▸ Required work: Omitting any pictures, transcribe the entries below exactly.

▸ Material to process:
^^^^
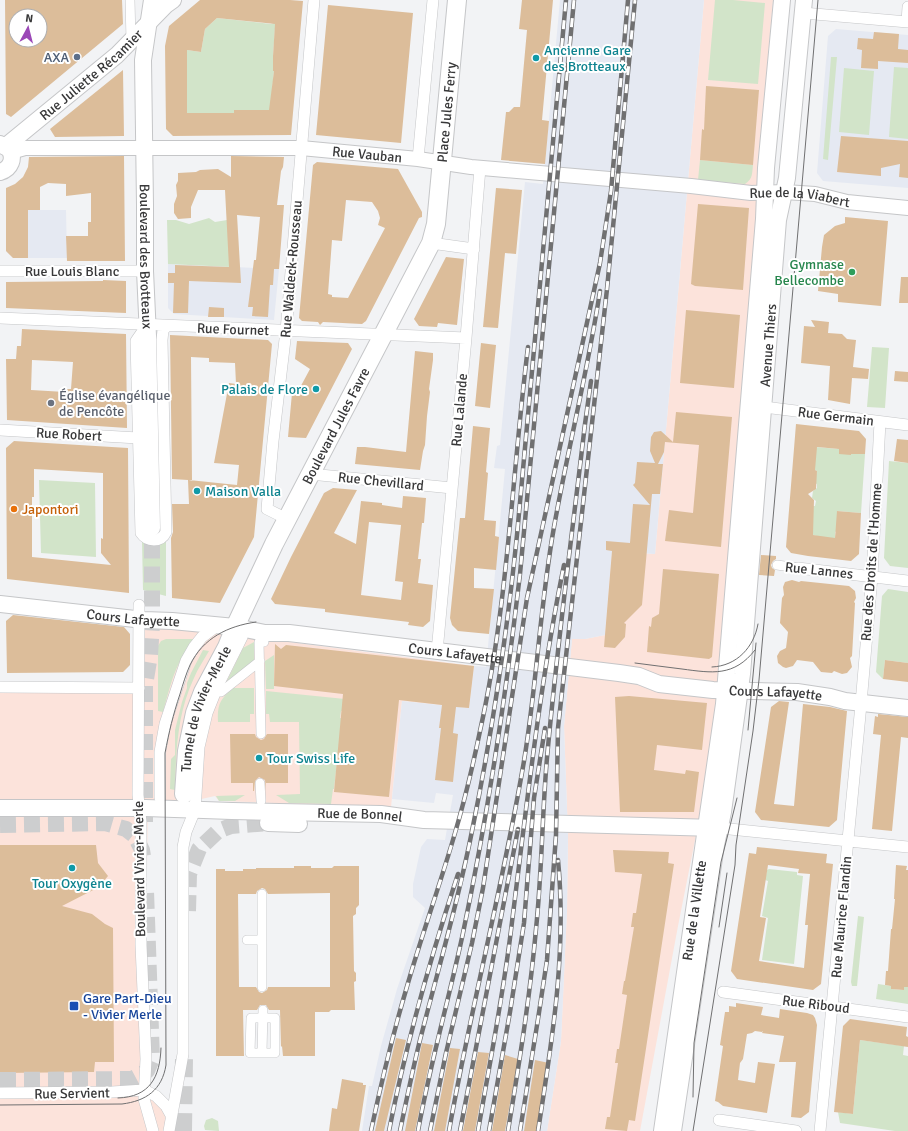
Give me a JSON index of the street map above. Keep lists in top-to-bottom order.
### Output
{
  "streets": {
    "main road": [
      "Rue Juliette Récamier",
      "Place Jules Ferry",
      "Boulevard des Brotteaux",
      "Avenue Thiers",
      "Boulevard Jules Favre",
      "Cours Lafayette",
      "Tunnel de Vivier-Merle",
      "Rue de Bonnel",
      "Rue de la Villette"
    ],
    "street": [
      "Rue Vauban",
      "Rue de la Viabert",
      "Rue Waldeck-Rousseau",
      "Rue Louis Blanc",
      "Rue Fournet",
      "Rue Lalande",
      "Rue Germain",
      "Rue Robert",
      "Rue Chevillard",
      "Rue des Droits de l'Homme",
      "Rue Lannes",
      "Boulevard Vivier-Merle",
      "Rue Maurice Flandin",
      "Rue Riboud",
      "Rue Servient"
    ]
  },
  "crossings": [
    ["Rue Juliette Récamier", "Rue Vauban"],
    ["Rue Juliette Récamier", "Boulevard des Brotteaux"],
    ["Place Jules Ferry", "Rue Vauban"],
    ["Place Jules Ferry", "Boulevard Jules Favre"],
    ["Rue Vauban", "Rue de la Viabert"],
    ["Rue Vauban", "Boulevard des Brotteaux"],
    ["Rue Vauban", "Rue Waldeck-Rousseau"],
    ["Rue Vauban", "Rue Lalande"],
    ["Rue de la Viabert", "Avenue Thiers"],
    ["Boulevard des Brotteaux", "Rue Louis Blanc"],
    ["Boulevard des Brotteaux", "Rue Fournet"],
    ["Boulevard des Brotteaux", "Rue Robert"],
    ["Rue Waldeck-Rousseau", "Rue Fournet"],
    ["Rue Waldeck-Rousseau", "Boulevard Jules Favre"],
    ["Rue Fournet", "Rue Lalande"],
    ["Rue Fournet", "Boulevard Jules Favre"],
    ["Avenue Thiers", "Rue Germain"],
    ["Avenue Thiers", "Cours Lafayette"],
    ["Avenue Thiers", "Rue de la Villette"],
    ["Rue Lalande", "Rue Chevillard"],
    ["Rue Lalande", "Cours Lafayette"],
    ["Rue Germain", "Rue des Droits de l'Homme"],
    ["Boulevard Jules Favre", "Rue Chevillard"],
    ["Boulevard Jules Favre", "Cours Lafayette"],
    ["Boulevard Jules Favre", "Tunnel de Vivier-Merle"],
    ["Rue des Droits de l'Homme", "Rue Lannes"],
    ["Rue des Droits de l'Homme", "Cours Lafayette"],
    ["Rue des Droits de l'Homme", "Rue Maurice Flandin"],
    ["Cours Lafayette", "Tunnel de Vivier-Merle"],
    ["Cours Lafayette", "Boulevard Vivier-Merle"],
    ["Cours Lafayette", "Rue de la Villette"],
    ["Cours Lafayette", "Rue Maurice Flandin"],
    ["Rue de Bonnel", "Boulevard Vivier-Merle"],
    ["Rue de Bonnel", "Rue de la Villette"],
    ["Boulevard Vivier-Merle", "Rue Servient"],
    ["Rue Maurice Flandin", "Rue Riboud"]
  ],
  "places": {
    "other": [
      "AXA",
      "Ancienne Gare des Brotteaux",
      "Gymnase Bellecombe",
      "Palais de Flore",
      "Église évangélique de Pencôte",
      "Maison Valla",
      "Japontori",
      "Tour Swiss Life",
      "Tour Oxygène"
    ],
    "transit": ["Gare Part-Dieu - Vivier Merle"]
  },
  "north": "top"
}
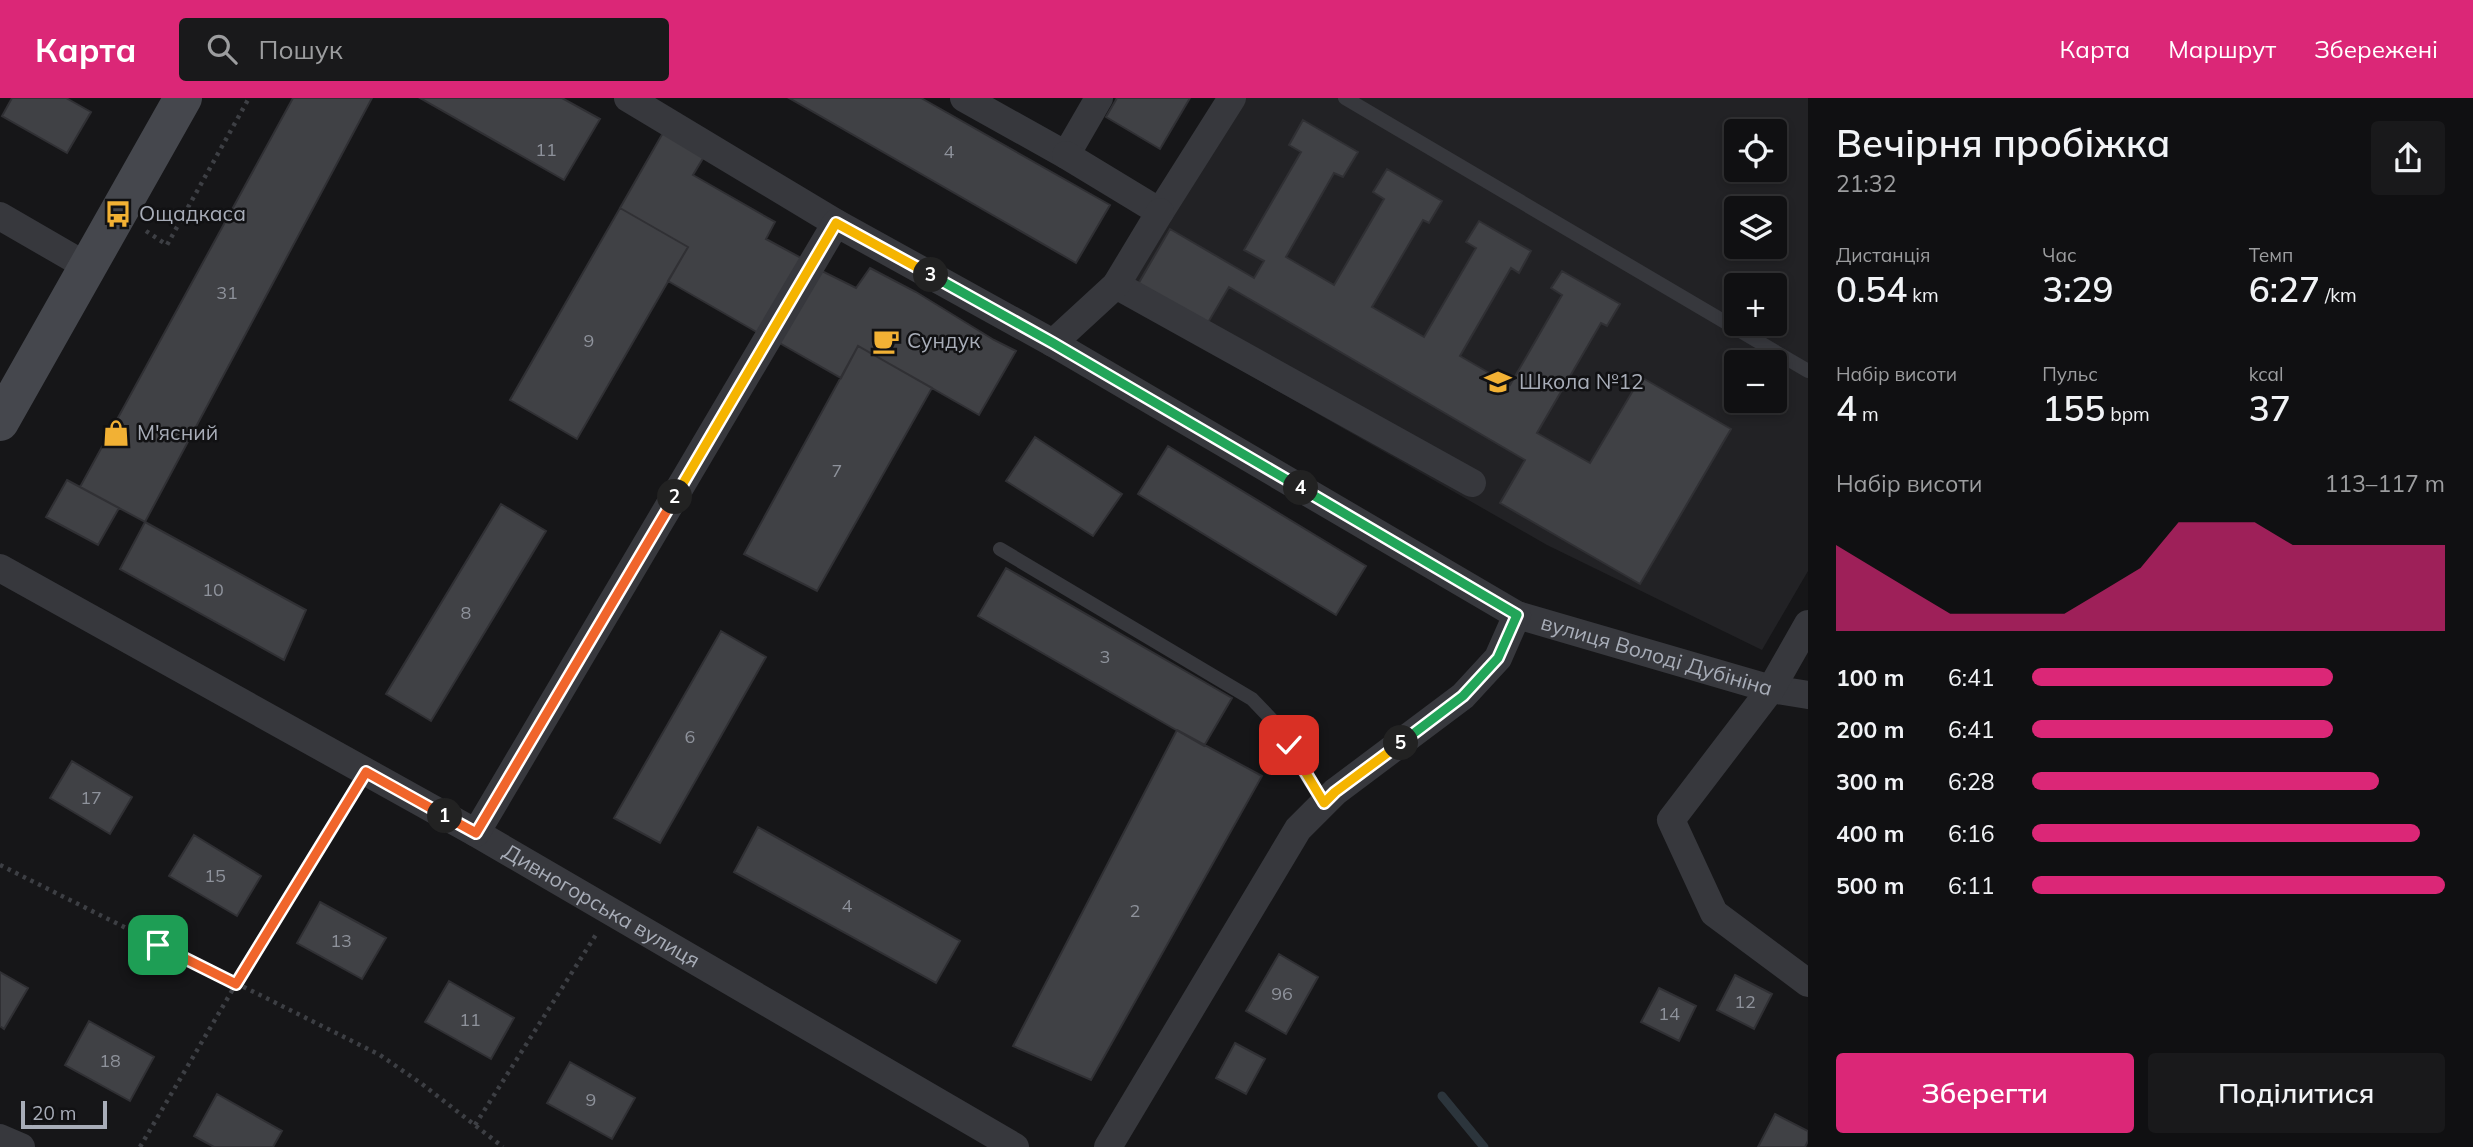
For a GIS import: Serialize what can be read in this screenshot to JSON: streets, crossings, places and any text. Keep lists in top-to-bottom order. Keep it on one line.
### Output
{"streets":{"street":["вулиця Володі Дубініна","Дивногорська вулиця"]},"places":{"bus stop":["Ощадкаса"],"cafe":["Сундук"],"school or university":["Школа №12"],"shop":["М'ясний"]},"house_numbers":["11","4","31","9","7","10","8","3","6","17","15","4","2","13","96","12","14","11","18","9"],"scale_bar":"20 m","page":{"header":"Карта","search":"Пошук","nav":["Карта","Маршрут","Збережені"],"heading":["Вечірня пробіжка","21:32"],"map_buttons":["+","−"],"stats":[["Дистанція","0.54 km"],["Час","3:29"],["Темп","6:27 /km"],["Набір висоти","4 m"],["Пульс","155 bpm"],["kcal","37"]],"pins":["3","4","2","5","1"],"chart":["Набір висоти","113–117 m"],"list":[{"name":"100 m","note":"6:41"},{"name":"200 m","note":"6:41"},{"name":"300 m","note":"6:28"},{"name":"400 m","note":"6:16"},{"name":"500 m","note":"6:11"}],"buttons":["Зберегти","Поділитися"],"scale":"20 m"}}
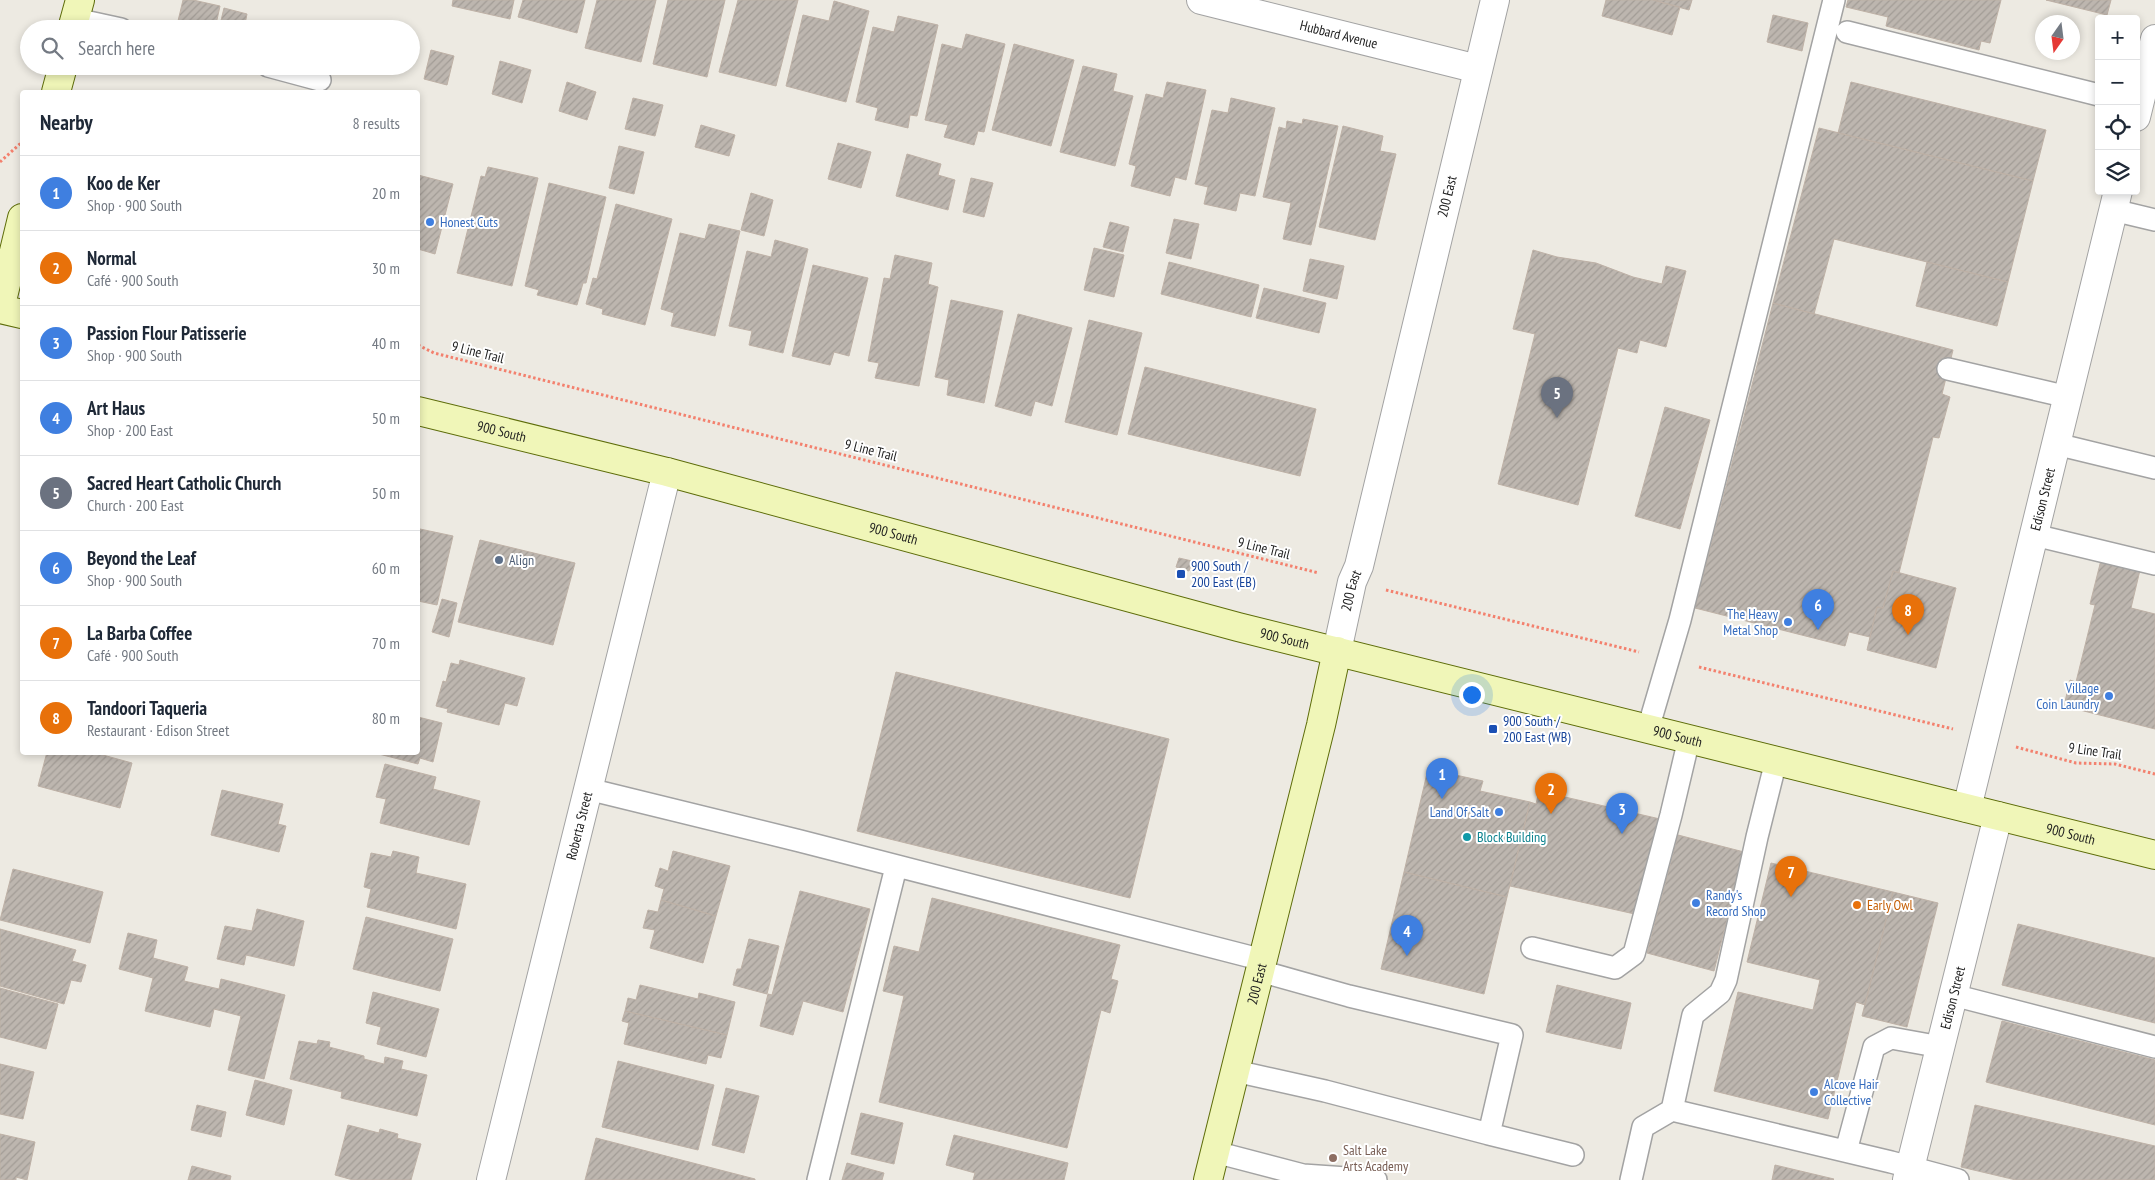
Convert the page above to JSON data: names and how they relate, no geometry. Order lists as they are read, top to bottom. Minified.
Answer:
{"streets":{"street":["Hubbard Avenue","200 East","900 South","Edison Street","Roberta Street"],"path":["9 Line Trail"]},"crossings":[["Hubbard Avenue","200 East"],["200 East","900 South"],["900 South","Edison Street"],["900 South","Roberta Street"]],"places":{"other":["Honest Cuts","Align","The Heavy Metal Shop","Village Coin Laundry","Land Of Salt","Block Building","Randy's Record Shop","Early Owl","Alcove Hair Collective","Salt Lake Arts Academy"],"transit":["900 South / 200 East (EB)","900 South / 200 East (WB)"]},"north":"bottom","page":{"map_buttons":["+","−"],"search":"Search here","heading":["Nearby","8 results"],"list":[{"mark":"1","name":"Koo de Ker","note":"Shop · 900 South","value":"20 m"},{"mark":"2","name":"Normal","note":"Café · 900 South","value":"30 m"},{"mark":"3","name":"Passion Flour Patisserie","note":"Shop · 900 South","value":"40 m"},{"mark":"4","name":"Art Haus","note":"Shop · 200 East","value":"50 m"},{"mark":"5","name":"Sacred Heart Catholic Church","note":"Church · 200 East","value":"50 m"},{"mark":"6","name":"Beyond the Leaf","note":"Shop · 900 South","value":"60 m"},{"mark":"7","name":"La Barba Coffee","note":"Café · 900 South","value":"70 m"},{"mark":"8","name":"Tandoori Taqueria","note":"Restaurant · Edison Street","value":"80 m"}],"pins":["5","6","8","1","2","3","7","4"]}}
^^^^
▸ Response for this exercise:
Give me a JSON index of the street map above. Keep lists in top-to-bottom order.
### Output
{
  "streets": {
    "main road": [
      "Rue Juliette Récamier",
      "Place Jules Ferry",
      "Boulevard des Brotteaux",
      "Avenue Thiers",
      "Boulevard Jules Favre",
      "Cours Lafayette",
      "Tunnel de Vivier-Merle",
      "Rue de Bonnel",
      "Rue de la Villette"
    ],
    "street": [
      "Rue Vauban",
      "Rue de la Viabert",
      "Rue Waldeck-Rousseau",
      "Rue Louis Blanc",
      "Rue Fournet",
      "Rue Lalande",
      "Rue Germain",
      "Rue Robert",
      "Rue Chevillard",
      "Rue des Droits de l'Homme",
      "Rue Lannes",
      "Boulevard Vivier-Merle",
      "Rue Maurice Flandin",
      "Rue Riboud",
      "Rue Servient"
    ]
  },
  "crossings": [
    ["Rue Juliette Récamier", "Rue Vauban"],
    ["Rue Juliette Récamier", "Boulevard des Brotteaux"],
    ["Place Jules Ferry", "Rue Vauban"],
    ["Place Jules Ferry", "Boulevard Jules Favre"],
    ["Rue Vauban", "Rue de la Viabert"],
    ["Rue Vauban", "Boulevard des Brotteaux"],
    ["Rue Vauban", "Rue Waldeck-Rousseau"],
    ["Rue Vauban", "Rue Lalande"],
    ["Rue de la Viabert", "Avenue Thiers"],
    ["Boulevard des Brotteaux", "Rue Louis Blanc"],
    ["Boulevard des Brotteaux", "Rue Fournet"],
    ["Boulevard des Brotteaux", "Rue Robert"],
    ["Rue Waldeck-Rousseau", "Rue Fournet"],
    ["Rue Waldeck-Rousseau", "Boulevard Jules Favre"],
    ["Rue Fournet", "Rue Lalande"],
    ["Rue Fournet", "Boulevard Jules Favre"],
    ["Avenue Thiers", "Rue Germain"],
    ["Avenue Thiers", "Cours Lafayette"],
    ["Avenue Thiers", "Rue de la Villette"],
    ["Rue Lalande", "Rue Chevillard"],
    ["Rue Lalande", "Cours Lafayette"],
    ["Rue Germain", "Rue des Droits de l'Homme"],
    ["Boulevard Jules Favre", "Rue Chevillard"],
    ["Boulevard Jules Favre", "Cours Lafayette"],
    ["Boulevard Jules Favre", "Tunnel de Vivier-Merle"],
    ["Rue des Droits de l'Homme", "Rue Lannes"],
    ["Rue des Droits de l'Homme", "Cours Lafayette"],
    ["Rue des Droits de l'Homme", "Rue Maurice Flandin"],
    ["Cours Lafayette", "Tunnel de Vivier-Merle"],
    ["Cours Lafayette", "Boulevard Vivier-Merle"],
    ["Cours Lafayette", "Rue de la Villette"],
    ["Cours Lafayette", "Rue Maurice Flandin"],
    ["Rue de Bonnel", "Boulevard Vivier-Merle"],
    ["Rue de Bonnel", "Rue de la Villette"],
    ["Boulevard Vivier-Merle", "Rue Servient"],
    ["Rue Maurice Flandin", "Rue Riboud"]
  ],
  "places": {
    "other": [
      "AXA",
      "Ancienne Gare des Brotteaux",
      "Gymnase Bellecombe",
      "Palais de Flore",
      "Église évangélique de Pencôte",
      "Maison Valla",
      "Japontori",
      "Tour Swiss Life",
      "Tour Oxygène"
    ],
    "transit": ["Gare Part-Dieu - Vivier Merle"]
  },
  "north": "top"
}
For a GIS import: Serialize what can be read in this screenshot to JSON: streets, crossings, places and any text. Keep lists in top-to-bottom order. Keep it on one line.
### Output
{"streets":{"street":["вулиця Володі Дубініна","Дивногорська вулиця"]},"places":{"bus stop":["Ощадкаса"],"cafe":["Сундук"],"school or university":["Школа №12"],"shop":["М'ясний"]},"house_numbers":["11","4","31","9","7","10","8","3","6","17","15","4","2","13","96","12","14","11","18","9"],"scale_bar":"20 m","page":{"header":"Карта","search":"Пошук","nav":["Карта","Маршрут","Збережені"],"heading":["Вечірня пробіжка","21:32"],"map_buttons":["+","−"],"stats":[["Дистанція","0.54 km"],["Час","3:29"],["Темп","6:27 /km"],["Набір висоти","4 m"],["Пульс","155 bpm"],["kcal","37"]],"pins":["3","4","2","5","1"],"chart":["Набір висоти","113–117 m"],"list":[{"name":"100 m","note":"6:41"},{"name":"200 m","note":"6:41"},{"name":"300 m","note":"6:28"},{"name":"400 m","note":"6:16"},{"name":"500 m","note":"6:11"}],"buttons":["Зберегти","Поділитися"],"scale":"20 m"}}
Convert the page above to JSON data: names and how they relate, no geometry. Order lists as they are read, top to bottom. Minified.
Answer:
{"streets":{"street":["Hubbard Avenue","200 East","900 South","Edison Street","Roberta Street"],"path":["9 Line Trail"]},"crossings":[["Hubbard Avenue","200 East"],["200 East","900 South"],["900 South","Edison Street"],["900 South","Roberta Street"]],"places":{"other":["Honest Cuts","Align","The Heavy Metal Shop","Village Coin Laundry","Land Of Salt","Block Building","Randy's Record Shop","Early Owl","Alcove Hair Collective","Salt Lake Arts Academy"],"transit":["900 South / 200 East (EB)","900 South / 200 East (WB)"]},"north":"bottom","page":{"map_buttons":["+","−"],"search":"Search here","heading":["Nearby","8 results"],"list":[{"mark":"1","name":"Koo de Ker","note":"Shop · 900 South","value":"20 m"},{"mark":"2","name":"Normal","note":"Café · 900 South","value":"30 m"},{"mark":"3","name":"Passion Flour Patisserie","note":"Shop · 900 South","value":"40 m"},{"mark":"4","name":"Art Haus","note":"Shop · 200 East","value":"50 m"},{"mark":"5","name":"Sacred Heart Catholic Church","note":"Church · 200 East","value":"50 m"},{"mark":"6","name":"Beyond the Leaf","note":"Shop · 900 South","value":"60 m"},{"mark":"7","name":"La Barba Coffee","note":"Café · 900 South","value":"70 m"},{"mark":"8","name":"Tandoori Taqueria","note":"Restaurant · Edison Street","value":"80 m"}],"pins":["5","6","8","1","2","3","7","4"]}}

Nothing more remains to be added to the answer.